In particular, in the shadow of a genocide perpetrated against Jews, the Declaration of Human Rights sought to ensure that never again would a group be systematically eradicated. Human rights were supposed to be a counterpoint against genocide.

Genocide, like the choices described in the story of the morality machine, is the result of mechanical thinking. It is something that can only be justified when human beings are reduced to statistics and social consequences only measured in terms of order or prosperity. 

You see, the machine that could calculate anything except the value of a life did not exist only in fiction. It is already a part of our daily reality. 

Before genocide can be carried out in camps, it is developed on spreadsheets and planned on computers. 

Before people can commit atrocities, they have to switch off the part of themselves that connects with their infinite source and plug in only to the finite equations of capitalist mentality. If we are not careful, we can become the machine. We become the automatons that punch out numbers and make calculations and rationally process every evil. 

Our media asks us how many people should be permitted into Britain, and we churn back answers into the polls.

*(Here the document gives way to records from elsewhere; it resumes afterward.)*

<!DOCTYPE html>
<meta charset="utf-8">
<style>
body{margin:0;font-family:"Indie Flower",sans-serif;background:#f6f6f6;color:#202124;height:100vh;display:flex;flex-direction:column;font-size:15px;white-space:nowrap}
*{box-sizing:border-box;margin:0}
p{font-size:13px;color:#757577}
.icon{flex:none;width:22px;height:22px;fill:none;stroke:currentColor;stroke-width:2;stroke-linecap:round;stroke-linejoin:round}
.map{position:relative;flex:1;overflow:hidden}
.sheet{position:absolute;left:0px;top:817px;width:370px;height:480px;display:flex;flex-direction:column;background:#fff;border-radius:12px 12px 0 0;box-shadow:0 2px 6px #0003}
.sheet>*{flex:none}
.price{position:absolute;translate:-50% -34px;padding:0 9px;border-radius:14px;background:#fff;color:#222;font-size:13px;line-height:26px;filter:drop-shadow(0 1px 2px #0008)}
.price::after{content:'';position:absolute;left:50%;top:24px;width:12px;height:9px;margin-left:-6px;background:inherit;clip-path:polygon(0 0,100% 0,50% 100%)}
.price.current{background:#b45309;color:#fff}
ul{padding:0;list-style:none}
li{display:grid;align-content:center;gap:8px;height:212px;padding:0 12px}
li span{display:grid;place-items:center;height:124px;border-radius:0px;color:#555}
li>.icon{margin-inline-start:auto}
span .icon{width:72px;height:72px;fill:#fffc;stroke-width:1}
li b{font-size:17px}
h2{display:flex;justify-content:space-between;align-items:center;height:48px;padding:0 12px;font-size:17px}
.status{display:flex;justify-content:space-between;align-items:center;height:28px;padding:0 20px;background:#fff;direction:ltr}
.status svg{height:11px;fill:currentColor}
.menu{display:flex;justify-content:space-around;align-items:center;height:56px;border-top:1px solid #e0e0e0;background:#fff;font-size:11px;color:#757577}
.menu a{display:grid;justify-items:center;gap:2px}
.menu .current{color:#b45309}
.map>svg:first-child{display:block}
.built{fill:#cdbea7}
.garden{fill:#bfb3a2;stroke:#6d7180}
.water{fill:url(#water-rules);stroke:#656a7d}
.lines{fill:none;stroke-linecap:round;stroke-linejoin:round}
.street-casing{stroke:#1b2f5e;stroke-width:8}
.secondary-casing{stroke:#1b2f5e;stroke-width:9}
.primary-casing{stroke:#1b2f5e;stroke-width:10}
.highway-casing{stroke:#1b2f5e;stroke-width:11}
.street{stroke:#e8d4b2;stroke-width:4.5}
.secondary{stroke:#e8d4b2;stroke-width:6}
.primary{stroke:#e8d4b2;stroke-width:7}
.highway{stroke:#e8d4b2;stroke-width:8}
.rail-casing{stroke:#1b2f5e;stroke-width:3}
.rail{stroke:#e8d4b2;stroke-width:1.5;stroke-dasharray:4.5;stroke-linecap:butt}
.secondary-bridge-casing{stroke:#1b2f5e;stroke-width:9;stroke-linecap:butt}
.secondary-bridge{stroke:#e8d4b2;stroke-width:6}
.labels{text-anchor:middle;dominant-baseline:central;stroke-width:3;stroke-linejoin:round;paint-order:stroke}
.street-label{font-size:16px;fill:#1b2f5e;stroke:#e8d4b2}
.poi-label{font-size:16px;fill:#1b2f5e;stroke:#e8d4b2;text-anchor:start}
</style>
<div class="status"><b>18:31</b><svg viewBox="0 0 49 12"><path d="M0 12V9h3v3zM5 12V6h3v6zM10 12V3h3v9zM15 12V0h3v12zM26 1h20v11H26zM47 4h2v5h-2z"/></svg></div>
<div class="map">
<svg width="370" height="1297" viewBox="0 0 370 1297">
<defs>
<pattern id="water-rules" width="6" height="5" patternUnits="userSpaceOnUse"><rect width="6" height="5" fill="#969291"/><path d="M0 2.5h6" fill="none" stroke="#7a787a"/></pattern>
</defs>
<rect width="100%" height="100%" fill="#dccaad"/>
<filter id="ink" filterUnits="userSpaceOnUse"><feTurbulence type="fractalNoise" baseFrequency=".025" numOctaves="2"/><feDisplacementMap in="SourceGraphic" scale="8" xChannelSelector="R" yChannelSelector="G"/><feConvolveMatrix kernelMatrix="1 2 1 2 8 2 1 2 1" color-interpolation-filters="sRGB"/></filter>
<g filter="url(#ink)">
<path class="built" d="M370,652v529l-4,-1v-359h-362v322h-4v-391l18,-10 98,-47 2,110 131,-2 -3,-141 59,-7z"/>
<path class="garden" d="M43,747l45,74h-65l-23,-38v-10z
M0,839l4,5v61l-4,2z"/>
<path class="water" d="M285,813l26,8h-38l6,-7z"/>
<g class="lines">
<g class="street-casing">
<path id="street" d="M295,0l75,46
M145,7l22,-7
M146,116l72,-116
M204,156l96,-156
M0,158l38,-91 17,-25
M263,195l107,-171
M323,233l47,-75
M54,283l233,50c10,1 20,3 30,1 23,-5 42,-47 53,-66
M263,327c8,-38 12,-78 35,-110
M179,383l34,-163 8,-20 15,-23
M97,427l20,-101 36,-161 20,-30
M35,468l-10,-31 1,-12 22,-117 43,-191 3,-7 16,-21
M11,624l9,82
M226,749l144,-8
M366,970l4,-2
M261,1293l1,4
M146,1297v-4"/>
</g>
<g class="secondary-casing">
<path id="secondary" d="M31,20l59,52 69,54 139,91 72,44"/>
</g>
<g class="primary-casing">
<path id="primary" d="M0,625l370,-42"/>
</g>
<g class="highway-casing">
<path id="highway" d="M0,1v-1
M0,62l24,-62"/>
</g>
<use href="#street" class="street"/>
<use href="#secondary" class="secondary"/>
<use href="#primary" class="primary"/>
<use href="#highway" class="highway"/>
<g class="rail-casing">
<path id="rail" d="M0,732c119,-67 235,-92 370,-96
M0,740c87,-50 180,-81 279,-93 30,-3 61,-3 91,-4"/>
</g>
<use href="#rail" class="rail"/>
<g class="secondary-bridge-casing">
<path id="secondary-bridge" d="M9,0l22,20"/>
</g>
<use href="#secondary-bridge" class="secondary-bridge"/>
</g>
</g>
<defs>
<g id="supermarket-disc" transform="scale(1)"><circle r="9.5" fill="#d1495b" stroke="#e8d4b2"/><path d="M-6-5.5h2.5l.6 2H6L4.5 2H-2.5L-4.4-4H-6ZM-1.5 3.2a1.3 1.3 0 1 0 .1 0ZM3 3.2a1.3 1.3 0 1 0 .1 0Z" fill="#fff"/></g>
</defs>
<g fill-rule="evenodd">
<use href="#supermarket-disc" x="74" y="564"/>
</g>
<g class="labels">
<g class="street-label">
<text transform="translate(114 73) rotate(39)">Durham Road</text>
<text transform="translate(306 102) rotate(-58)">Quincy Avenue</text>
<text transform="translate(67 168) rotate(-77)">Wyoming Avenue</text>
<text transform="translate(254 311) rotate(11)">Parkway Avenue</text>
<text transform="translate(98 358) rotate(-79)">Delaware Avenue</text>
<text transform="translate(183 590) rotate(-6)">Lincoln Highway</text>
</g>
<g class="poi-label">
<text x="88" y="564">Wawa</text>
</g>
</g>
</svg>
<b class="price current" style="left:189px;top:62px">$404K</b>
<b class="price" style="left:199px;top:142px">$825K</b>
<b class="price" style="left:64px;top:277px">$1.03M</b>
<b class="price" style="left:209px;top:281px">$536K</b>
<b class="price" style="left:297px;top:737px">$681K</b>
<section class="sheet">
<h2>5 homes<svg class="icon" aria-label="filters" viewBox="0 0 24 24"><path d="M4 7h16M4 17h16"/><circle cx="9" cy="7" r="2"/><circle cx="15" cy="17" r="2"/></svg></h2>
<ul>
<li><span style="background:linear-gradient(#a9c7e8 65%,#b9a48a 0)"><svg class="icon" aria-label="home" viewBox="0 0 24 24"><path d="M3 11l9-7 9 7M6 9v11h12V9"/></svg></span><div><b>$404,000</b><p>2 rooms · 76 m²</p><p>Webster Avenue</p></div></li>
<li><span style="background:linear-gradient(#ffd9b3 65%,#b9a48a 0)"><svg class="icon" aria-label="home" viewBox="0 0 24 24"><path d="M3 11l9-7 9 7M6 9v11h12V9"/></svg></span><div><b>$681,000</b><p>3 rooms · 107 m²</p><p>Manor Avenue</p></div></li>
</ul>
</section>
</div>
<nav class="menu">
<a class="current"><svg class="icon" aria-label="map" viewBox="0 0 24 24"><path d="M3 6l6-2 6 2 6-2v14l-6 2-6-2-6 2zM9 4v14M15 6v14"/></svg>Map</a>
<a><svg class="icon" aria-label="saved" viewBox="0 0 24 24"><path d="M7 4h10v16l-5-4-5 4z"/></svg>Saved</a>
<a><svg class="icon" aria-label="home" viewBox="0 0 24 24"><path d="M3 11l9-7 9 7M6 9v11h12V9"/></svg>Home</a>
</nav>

We are challenged to decide how many people should die of Coronavirus, and how many should be imprisoned to stop their deaths. We are told to weigh up which tools of warfare our country should have to capture the greatest resources for the least sacrifice. 

We are asked the most unconscionable questions and, barely processing the implications, return answers like amoral computers. If we permit ourselves to think like robots when we weigh up the values of other people’s lives, we truly do destroy the humanity in ourselves. 

We will only break free from such finite thinking when we put it into the perspective of Infinity. It is the infiniteness within someone that makes them holy. It is their Infinite source that makes their purpose sacred.

For the sake of humanity, we embrace human rights.